Activity: Check each line of the data, and copy those where "fillStyle" appears.

Material for this exercise:
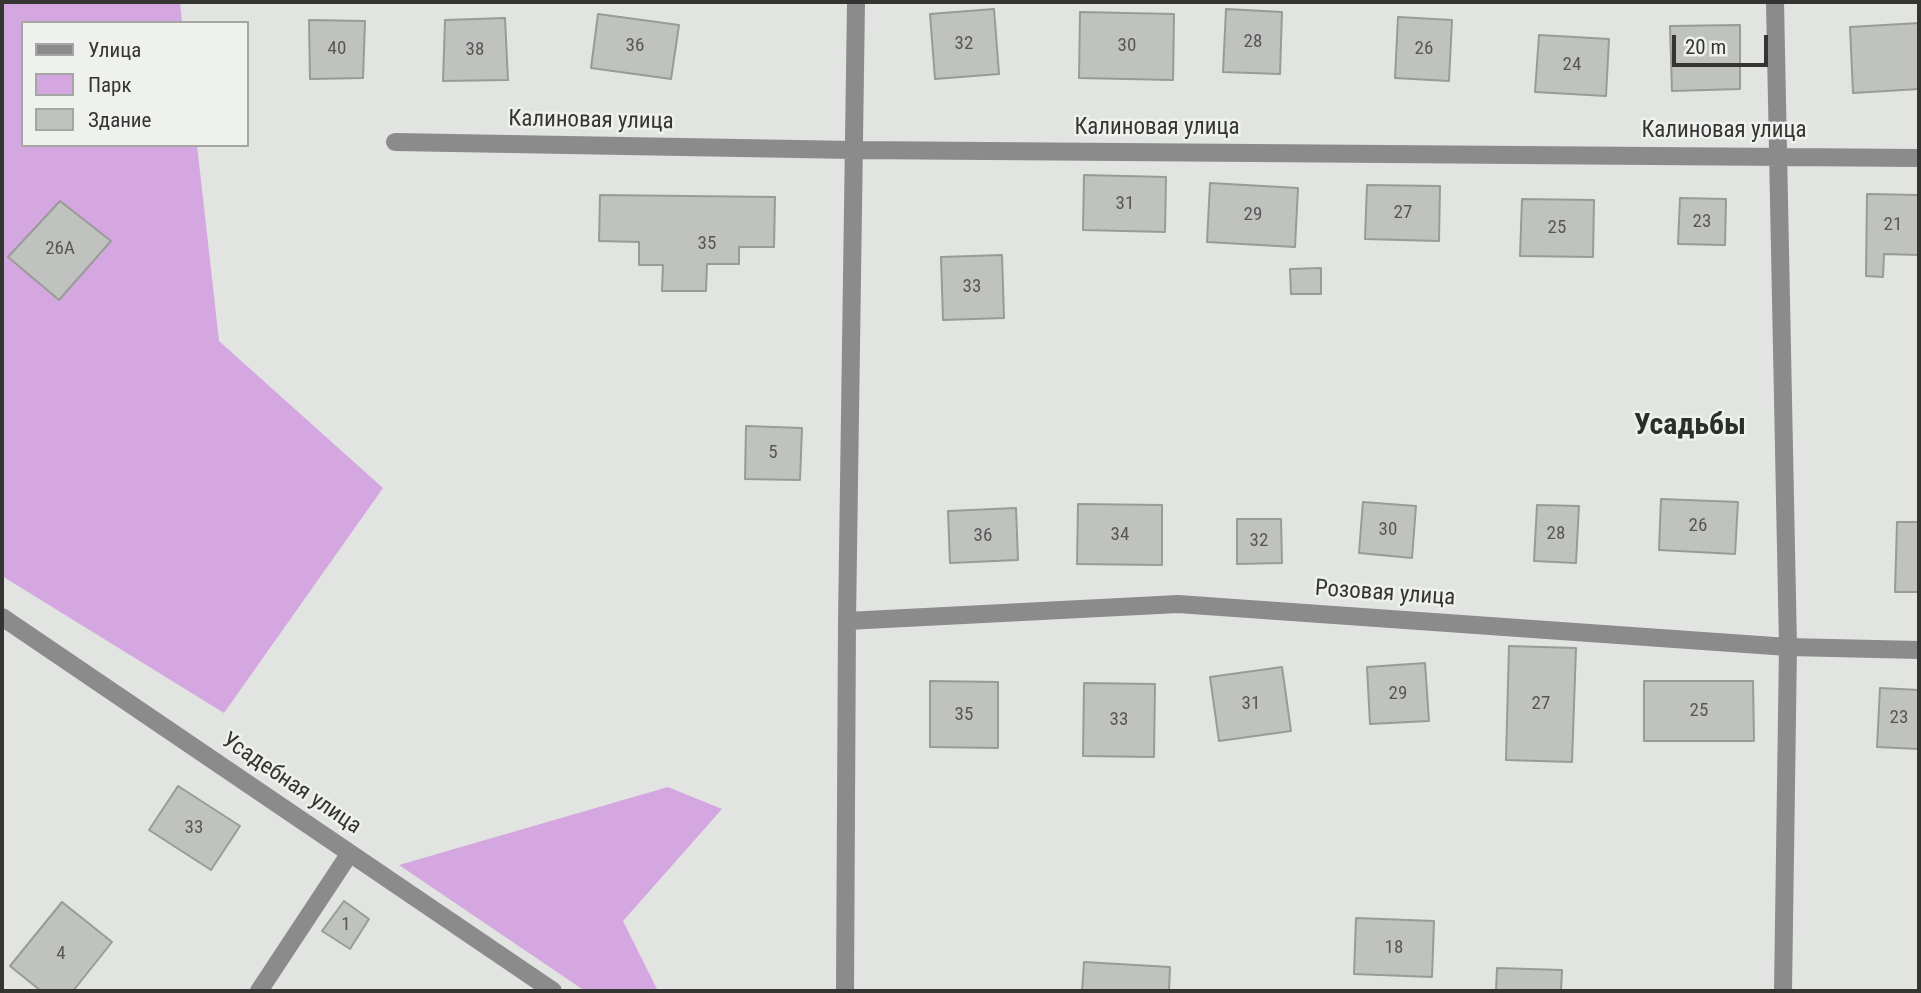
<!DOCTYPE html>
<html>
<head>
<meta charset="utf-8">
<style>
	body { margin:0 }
	#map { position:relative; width:1921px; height:993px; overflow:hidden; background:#e1e4e1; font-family:"Roboto Condensed",sans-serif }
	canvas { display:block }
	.frame { position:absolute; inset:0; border:4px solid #343533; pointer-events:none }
	.legend { position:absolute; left:21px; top:21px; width:228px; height:126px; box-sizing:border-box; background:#eef1ee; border:2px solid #a4a6a3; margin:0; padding:9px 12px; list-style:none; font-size:21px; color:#343533 }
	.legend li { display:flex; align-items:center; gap:14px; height:35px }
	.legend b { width:35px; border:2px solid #a4a6a3 }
	.scale { position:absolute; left:1672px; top:35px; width:96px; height:32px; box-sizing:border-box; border:4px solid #343533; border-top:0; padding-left:9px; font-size:21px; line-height:24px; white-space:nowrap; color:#343533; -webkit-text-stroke:5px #eef1ee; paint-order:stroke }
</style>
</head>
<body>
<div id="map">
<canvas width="1921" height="993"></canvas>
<div class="frame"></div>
<ul class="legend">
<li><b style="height:9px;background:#8a8b8a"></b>Улица</li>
<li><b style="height:19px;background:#d5a7e1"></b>Парк</li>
<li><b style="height:19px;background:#c0c2c0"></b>Здание</li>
</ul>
<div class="scale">20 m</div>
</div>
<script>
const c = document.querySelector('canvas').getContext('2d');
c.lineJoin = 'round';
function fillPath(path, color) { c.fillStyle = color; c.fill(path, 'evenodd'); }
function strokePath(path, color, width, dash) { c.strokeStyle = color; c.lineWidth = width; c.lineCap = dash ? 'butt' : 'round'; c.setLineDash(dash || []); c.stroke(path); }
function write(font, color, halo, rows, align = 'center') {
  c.font = font + ' "Roboto Condensed",sans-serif'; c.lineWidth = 5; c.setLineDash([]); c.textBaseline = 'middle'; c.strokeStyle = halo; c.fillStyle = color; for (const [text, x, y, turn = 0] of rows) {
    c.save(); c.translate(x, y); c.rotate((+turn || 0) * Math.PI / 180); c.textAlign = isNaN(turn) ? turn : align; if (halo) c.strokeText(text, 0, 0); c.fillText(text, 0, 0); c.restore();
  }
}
fillPath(new Path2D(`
	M2,2H180L182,23H23V145H197L219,341L383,488L224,713L2,576Z
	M668,787L722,809L623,921L658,991H585L399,865Z`), '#d5a7e1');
const building = new Path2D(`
	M994,9L999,74L935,79L930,14Z
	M1226,9L1282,12L1280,74L1223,72Z
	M1080,12L1174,14L1173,80L1079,78Z
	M598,14L679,25L671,79L591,68Z
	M1398,17L1452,20L1449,81L1395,78Z
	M505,18L508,80L443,81L445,20Z
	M309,20L365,21L363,78L310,79Z
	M1919,23V89L1853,93L1850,27Z
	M1740,25V89L1672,91L1670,26Z
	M1539,35L1609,39L1606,96L1535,92Z
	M1084,175L1166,177L1165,232L1083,230Z
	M1210,183L1298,188L1295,247L1207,242Z
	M1367,185L1440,186L1439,241L1365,239Z
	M1867,194L1919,195V255L1884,254L1883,277L1866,276Z
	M600,195L775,197L774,247H739V264H707L706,291H662L663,265H639V242L599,241Z
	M1680,198L1726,199L1725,245L1678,244Z
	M1522,199L1594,200L1593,257L1520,256Z
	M60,201L111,241L59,300L8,257Z
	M1002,255L1004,318L943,320L941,257Z
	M1321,268V294H1291L1290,269Z
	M746,426L802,428L800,480L745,479Z
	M1661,499L1738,502L1735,554L1659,550Z
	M1363,502L1416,506L1412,558L1359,553Z
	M1078,504L1162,505V565L1077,564Z
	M1537,505L1579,506L1576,563L1534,561Z
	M1016,508L1018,560L950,563L948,511Z
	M1237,519H1281L1282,563L1237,564Z
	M1897,522H1919V592H1895Z
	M1509,646L1576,648L1572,762L1506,760Z
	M1425,663L1429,721L1370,724L1367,667Z
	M1282,667L1291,731L1219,741L1210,677Z
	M930,681L998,682V748L930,747Z
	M1644,681H1753L1754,741H1644Z
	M1084,683L1155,684L1154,757L1083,756Z
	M1880,688L1919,690V749L1877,747Z
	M178,786L240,826L211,870L149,830Z
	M344,901L369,919L350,949L322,931Z
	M62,902L112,942L73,991H41L10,966Z
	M1356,918L1434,921L1432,977L1354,974Z
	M1084,962L1170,967L1169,991H1082Z
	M1497,968L1562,970L1561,991H1496Z`);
fillPath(building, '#c0c2c0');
strokePath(building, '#989b98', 2);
strokePath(new Path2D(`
	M1775,2L1788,647L1783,991
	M395,142L854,150L1919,158
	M2,617L553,991
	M847,621L1178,604L1788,647L1919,650
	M259,991L350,853
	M845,991L847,621L856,2`), '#8a8b8a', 18);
write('19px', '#575856', null, [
	["28",1253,42],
	["32",964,44],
	["36",635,46],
	["30",1127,46],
	["40",337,49],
	["26",1424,49],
	["38",475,50],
	["24",1572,65],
	["31",1125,204],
	["27",1403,213],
	["29",1253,215],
	["23",1702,222],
	["21",1893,225],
	["25",1557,228],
	["35",707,244],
	["26А",60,249],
	["33",972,287],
	["5",773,453],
	["26",1698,526],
	["30",1388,530],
	["28",1556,534],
	["34",1120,535],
	["36",983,536],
	["32",1259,541],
	["29",1398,694],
	["31",1251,704],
	["27",1541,704],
	["25",1699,711],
	["35",964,715],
	["23",1899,718],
	["33",1119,720],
	["33",194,828],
	["1",346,925],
	["18",1394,948],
	["4",61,954]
]);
write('23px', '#343533', '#eef1ee', [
	["Калиновая улица",591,121,1],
	["Калиновая улица",1157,128],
	["Калиновая улица",1724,131],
	["Розовая улица",1385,594,4],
	["Усадебная улица",291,784,34]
]);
write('bold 30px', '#2c2e2b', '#eef1ee', [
	["Усадьбы",1690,426]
]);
</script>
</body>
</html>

Problem solution:
function fillPath(path, color) { c.fillStyle = color; c.fill(path, 'evenodd'); }
  c.font = font + ' "Roboto Condensed",sans-serif'; c.lineWidth = 5; c.setLineDash([]); c.textBaseline = 'middle'; c.strokeStyle = halo; c.fillStyle = color; for (const [text, x, y, turn = 0] of rows) {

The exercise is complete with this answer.